Comment 13 Eyal Rozenberg 2017-10-14 14:04:33 UTC
(In reply to zdevir from comment #12)
> Problem occurs with all fonts, including David and Narkisim.

All Culmus fonts, you mean? Or have you seen this with other Hebrew fonts?
Comment 14 Omer Zak 2017-11-20 20:03:13 UTC
The problem was not reproduced in:

Version: 6.0.0.0.alpha1+
Build ID: 9050854c35c389466923f0224a36572d36cd471a
CPU threads: 8; OS: Linux 4.9; UI render: default; VCL: gtk3; 
Locale: en-US (en_US.utf8); Calc: group

OS: Debian 64bit Stretch (Debian 9.2, with some backported packages)

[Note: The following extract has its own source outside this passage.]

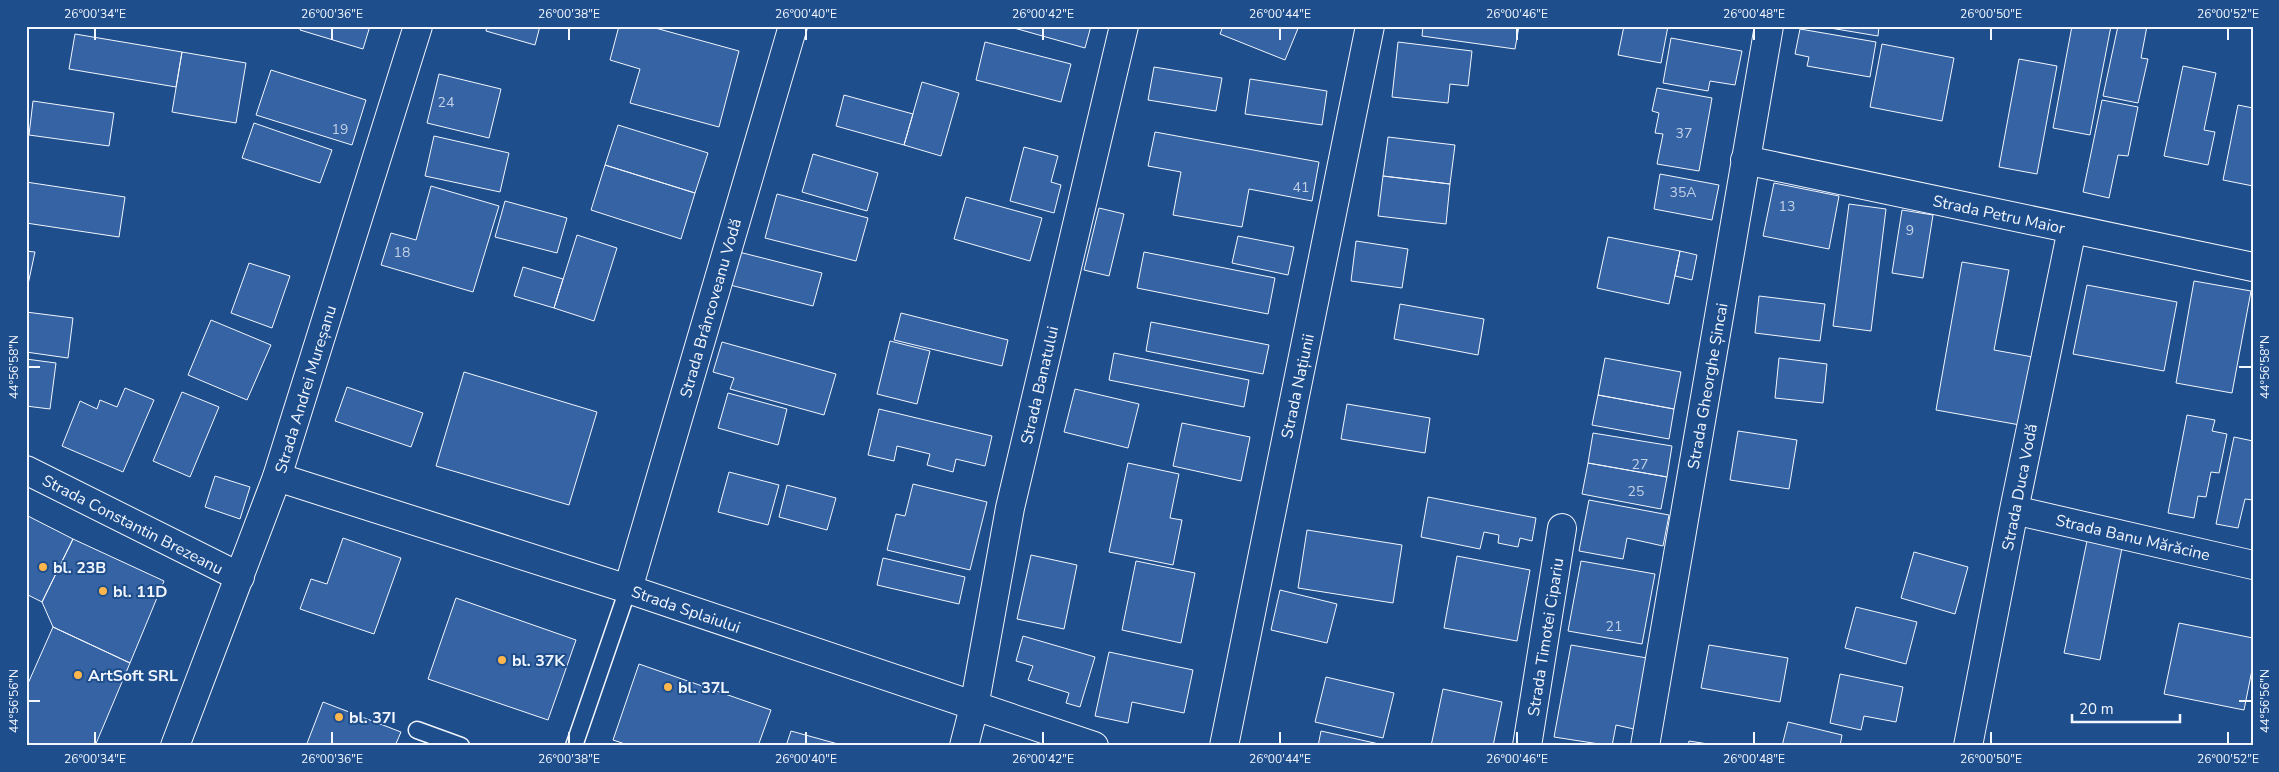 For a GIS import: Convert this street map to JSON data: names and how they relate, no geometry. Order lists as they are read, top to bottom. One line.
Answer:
{"streets":{"street":["Strada Petru Maior","Strada Brâncoveanu Vodă","Strada Banatului","Strada Națiunii","Strada Gheorghe Șincai","Strada Andrei Mureșanu","Strada Duca Vodă","Strada Constantin Brezeanu","Strada Banu Mărăcine","Strada Splaiului","Strada Timotei Cipariu"]},"crossings":[["Strada Petru Maior","Strada Gheorghe Șincai"],["Strada Petru Maior","Strada Duca Vodă"],["Strada Brâncoveanu Vodă","Strada Splaiului"],["Strada Banatului","Strada Splaiului"],["Strada Andrei Mureșanu","Strada Constantin Brezeanu"],["Strada Andrei Mureșanu","Strada Splaiului"],["Strada Duca Vodă","Strada Banu Mărăcine"]],"places":["bl. 23B","bl. 11D","bl. 37K","ArtSoft SRL","bl. 37L","bl. 37I"],"house_numbers":["24","19","37","41","35A","13","9","18","27","25","21"],"scale_bar":"20 m","coordinates":["26°00'34\"E","26°00'36\"E","26°00'38\"E","26°00'40\"E","26°00'42\"E","26°00'44\"E","26°00'46\"E","26°00'48\"E","26°00'50\"E","26°00'52\"E","44°56'58\"N","44°56'56\"N"]}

The reported font for the document's text was David CLM.
Comment 15 Xisco Faulí 2017-11-20 20:06:28 UTC
(In reply to Omer Zak from comment #14)
> The problem was not reproduced in:
> 
> Version: 6.0.0.0.alpha1+
> Build ID: 9050854c35c389466923f0224a36572d36cd471a
> CPU threads: 8; OS: Linux 4.9; UI render: default; VCL: gtk3; 
> Locale: en-US (en_US.utf8); Calc: group
> 
> OS: Debian 64bit Stretch (Debian 9.2, with some backported packages)
> 
> The reported font for the document's text was David CLM.

Duplicate of bug 113428?
@Yousuf, what do you think ?
Comment 16 Yousuf Philips (jay) (retired) 2017-11-21 09:53:19 UTC
(In reply to Xisco Faulí from comment #15)
> Duplicate of bug 113428?
> @Yousuf, what do you think ?

Khalid fixed that bug on the 8th and if this bug is still showing up with Omer's build from the 13th then it wouldnt be a duplicate.

This bug needs to be bibisected to know where the issue first arose.
Comment 17 Eyal Rozenberg 2017-11-21 14:50:09 UTC
(In reply to Yousuf Philips (jay) from comment #16)
> (In reply to Xisco Faulí from comment #15)
> > Duplicate of bug 113428?

Doesn't look like a proper dupe. In  bug 113428 characters fully overlap, or worse; with this bug, it's more of a spacing issue.

Also, 113428 does not manifest with 5.4.

Of course... it's not impossible that fixing that one somehow affected this one but I really can't say. And they're both about horizontal placement of glyphs on a line, so they're obviously related.
Comment 18 Xisco Faulí 2017-11-24 23:40:49 UTC
My question after reading comment 14 is, is this issue fixed on master? then we can close it as RESOLVED WORKSFORME...
Comment 19 Eyal Rozenberg 2018-01-07 13:12:58 UTC
Let's just say it was fixed somehow.